Agenouillées dans un inconfortable caisson,
S’épongeant d’un revers de main le front.
S’échinant, leurs noueuses mains brossant
Les oripeaux maculés de leurs enfants
Et ceux de leurs serviles pères vieillissants
Défraichis par les ingrats labeurs des champs.
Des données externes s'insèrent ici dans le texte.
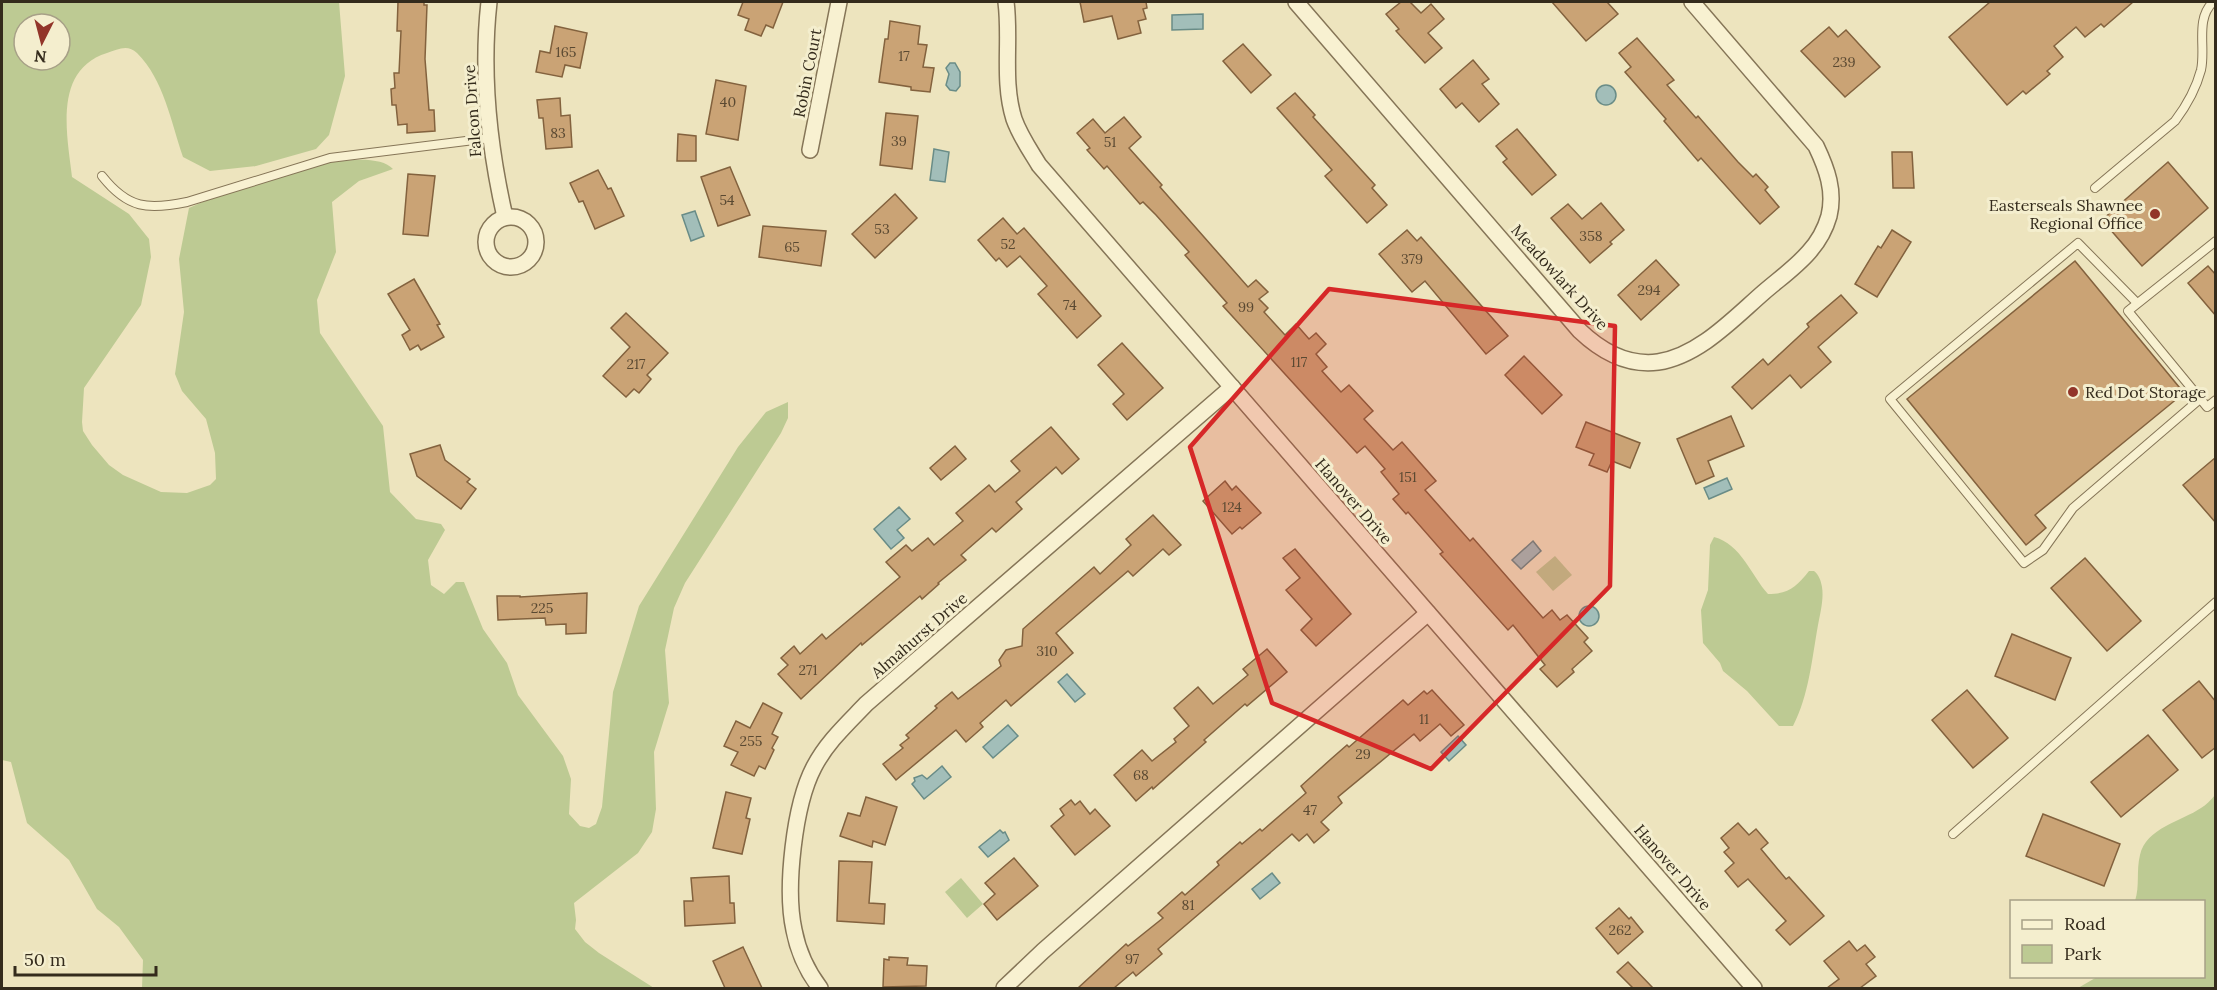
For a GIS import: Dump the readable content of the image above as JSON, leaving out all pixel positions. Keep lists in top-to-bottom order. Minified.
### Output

Courbées vers cette margelle de pierre élimée
Par ces inlassables saisons qui passent, ces années
Qui ont marqué ces braves femmes, résignées.
Se déhanchant au gré des lessivages,
Prodiguant parfois des paroles peu sages
À l’égard des odieuses âmes du village.

Cette eau limpide, parfois glacée, peu avenante,
Dont l’onde est importunée, tantôt souillée.
De l’écume prisonnière en ces bacs empierrés,
Édifiés ainsi pour mieux martyriser
Ces lavandières dociles, parfois riantes
Au noble cœur généreux, si plaisantes
Dont la beauté est encore séduisante,
Raillant sur les despotes madones dupées.

La résonance de ce vieil édifice
Renvoyant l’écho des mots édictés
Entre ces vieux murs, témoins des sacrifices
Dévolus à ces pauvres Dames harassées
Par la souffrance subie à tant de blessures
De leurs corps exhibés, tel un supplice.
Criant leur mépris tantôt mystifié
Aux anges ou aux démons sacrifiés.

Leurs miséreux bras nerveux, décharnés
Par les rituels et incessants battages
Des draps aux effluves de l’amour,
Complices des ébats désormais éteints,
Perdant de leur superbe de jour en jour
Ne pouvant être ressuscités, en vain
À la faveur du fragrant savon de Marseille,
Dont la ténue senteur est pure merveille.